Sunday, February 22, 2009

Transferring * books

Pre-entry note: As most of you know, I have a blog about our family that's on a private distribution list. On that blog, I have previously written entries about what I was reading. I'm going to transfer all the book entries to this blog. So if you've been following that blog, and those entries, you can skip these. You already read them. I'm putting them here so all the book entries are in the same place---as requested by Kristen. Now all the book entries will be in the same place. I will mark them with a * in the title.

Laurie R. King is one of my new favorite authors. I've been re-reading her Mary Russell series (just finished books one and two, now I'm on to three), and they are absolutely delicious. Great plots. Crisp dialogue. Intelligent references. Fantastic main character. King has brought to life a strong, witty, determined main character in Mary Russell. I always like it when I find stong, well written female protagonists in any genre, but it's all the more satisfying to find them in mystery/suspense. But I wouldn't call it a "woman's book" any more than I'd call other books "men's books". It's just a good book.

But on that note . . . here are three "women's genre" books that are stereotypically marketed to women and drive me crazy.

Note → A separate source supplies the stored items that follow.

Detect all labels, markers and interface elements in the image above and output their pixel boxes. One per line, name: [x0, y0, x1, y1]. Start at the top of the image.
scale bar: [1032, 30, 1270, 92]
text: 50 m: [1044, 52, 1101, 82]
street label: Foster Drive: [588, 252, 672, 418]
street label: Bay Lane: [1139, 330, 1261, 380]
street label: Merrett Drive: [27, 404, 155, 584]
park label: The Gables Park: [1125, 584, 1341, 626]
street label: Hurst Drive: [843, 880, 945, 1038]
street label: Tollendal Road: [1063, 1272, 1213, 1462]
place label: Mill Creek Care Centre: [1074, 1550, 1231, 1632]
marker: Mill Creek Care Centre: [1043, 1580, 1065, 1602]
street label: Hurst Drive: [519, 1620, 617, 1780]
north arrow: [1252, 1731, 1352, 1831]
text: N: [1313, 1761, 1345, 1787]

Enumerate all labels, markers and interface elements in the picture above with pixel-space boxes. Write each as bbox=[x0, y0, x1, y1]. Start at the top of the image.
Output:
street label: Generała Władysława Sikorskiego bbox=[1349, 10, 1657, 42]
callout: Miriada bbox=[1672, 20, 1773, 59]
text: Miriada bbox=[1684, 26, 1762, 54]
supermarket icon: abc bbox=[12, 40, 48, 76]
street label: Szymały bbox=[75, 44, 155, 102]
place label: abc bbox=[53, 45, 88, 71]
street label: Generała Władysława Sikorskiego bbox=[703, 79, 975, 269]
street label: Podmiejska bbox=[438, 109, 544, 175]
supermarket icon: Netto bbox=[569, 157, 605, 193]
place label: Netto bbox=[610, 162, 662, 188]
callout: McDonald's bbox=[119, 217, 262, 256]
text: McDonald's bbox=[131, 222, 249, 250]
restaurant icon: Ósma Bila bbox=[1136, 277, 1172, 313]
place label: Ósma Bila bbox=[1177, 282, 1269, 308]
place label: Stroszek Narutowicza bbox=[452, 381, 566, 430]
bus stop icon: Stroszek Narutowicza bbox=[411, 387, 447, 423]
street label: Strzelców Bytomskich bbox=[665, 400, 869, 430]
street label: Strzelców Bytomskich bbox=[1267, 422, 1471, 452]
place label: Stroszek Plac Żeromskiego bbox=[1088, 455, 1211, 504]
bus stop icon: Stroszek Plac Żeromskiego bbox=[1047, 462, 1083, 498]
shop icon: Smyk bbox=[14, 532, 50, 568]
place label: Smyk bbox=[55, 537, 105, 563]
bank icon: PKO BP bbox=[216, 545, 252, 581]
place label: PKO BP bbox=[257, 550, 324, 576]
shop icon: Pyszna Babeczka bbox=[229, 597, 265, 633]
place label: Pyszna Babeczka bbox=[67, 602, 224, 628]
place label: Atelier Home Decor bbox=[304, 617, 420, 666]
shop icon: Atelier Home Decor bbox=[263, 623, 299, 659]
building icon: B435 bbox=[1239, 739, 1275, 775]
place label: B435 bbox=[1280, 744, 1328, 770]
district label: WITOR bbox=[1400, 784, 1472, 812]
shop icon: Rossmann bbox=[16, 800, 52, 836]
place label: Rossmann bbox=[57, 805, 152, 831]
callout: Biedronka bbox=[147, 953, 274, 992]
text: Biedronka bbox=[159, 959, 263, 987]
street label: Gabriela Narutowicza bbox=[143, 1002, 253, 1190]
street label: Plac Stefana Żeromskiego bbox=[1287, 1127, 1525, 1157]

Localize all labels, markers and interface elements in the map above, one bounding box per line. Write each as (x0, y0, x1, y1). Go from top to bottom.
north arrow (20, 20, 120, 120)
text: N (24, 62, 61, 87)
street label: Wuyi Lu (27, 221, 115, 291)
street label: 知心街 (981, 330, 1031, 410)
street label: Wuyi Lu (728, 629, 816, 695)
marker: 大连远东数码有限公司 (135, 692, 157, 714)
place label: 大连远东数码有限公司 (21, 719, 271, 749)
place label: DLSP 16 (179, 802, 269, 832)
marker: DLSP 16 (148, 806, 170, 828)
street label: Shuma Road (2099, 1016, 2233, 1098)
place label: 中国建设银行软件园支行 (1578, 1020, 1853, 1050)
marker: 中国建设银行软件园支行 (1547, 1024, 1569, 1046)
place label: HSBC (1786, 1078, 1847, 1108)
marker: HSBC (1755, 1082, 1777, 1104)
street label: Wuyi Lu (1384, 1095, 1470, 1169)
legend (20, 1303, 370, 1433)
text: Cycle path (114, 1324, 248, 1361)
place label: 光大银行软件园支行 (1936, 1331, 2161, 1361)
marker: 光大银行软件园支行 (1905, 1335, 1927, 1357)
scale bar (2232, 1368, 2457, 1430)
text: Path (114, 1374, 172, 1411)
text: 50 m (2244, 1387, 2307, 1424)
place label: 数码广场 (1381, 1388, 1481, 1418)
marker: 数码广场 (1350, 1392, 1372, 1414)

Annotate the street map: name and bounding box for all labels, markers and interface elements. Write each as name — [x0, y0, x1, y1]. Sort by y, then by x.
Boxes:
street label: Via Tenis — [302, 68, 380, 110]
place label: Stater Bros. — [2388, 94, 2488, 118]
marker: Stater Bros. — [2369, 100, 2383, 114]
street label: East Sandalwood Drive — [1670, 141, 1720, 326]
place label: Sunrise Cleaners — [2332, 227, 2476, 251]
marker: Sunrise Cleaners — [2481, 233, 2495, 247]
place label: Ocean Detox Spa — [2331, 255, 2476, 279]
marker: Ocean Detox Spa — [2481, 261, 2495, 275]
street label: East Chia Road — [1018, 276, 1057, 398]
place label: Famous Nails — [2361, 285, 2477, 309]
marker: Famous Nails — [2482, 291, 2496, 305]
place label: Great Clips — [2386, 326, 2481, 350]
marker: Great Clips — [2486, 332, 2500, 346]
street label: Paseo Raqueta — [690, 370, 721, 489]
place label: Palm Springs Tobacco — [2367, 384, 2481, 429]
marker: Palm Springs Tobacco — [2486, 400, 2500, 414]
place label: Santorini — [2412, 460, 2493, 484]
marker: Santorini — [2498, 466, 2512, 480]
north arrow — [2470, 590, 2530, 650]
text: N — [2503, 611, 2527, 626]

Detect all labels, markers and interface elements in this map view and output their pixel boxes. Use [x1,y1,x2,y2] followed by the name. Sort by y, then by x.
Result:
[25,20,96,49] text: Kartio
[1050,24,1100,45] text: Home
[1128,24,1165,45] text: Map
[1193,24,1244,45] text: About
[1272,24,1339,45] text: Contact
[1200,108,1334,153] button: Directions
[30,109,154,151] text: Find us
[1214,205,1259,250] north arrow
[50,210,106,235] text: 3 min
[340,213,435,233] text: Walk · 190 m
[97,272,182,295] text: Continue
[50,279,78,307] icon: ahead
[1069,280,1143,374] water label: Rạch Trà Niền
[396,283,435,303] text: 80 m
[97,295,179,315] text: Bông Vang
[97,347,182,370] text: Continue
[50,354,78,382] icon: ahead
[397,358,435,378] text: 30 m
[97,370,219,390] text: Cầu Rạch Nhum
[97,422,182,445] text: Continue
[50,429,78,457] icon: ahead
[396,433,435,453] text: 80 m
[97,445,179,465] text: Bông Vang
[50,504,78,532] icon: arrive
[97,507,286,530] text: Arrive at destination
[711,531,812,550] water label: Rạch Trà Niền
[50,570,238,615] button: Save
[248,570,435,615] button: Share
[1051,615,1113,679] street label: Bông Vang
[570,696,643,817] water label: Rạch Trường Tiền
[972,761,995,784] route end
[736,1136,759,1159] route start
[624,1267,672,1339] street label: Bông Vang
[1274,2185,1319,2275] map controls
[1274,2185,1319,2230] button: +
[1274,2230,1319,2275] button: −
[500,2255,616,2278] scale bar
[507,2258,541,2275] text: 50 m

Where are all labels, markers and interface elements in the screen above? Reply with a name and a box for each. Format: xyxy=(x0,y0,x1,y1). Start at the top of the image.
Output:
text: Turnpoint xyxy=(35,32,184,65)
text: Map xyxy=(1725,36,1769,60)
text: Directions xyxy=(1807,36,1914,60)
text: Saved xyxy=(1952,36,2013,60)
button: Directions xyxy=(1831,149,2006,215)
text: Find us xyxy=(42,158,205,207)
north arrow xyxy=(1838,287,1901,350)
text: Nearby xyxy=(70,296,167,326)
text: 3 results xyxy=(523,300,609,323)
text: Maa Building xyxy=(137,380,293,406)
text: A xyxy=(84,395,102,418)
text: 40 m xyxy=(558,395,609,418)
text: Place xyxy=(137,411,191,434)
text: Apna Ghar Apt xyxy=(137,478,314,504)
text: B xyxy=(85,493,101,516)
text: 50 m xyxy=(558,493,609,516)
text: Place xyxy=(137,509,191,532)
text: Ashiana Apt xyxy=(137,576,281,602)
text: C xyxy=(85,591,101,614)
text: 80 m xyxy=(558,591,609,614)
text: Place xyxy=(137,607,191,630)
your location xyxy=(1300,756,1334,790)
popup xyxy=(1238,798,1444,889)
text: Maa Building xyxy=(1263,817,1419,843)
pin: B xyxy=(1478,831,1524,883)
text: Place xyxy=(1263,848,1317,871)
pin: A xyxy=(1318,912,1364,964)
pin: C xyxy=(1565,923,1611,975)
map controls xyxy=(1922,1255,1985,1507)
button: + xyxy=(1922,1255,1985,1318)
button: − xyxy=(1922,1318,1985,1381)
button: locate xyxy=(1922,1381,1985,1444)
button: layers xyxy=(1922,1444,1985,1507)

1. MEN ARE ALL EVIL books. A few months ago I chose seven books from a recommended reading list put together by the San Jose Book Club Convention. I got them from my library and began to skim. They all sounded the same. Unhappy, depressed woman in India. Unhappy, depressed woman in Mexico. Unhappy, depressed woman in Minnesota. And all of them had serious, serious "We hate men" undertones. This deeply bothered me. I returned all the books.

2. WOMEN ARE OBSESSED WITH FOOD books. I've found this in two places---a well known mystery series and one of the books that Dessert Book lauded last summer as a good book for book clubs. The second book was formulaic. There are five women. Chapter one: Woman one has a problem. Gets together with the other four. Long descriptive passages about what everyone is eating. Women solve the problem. Chapter Two: Another woman has a problem. Gets together with the other four. Long descriptive passages about what everyone is eating. Women solve the problem. Chapter Three: Woman three has a problem . . . etc.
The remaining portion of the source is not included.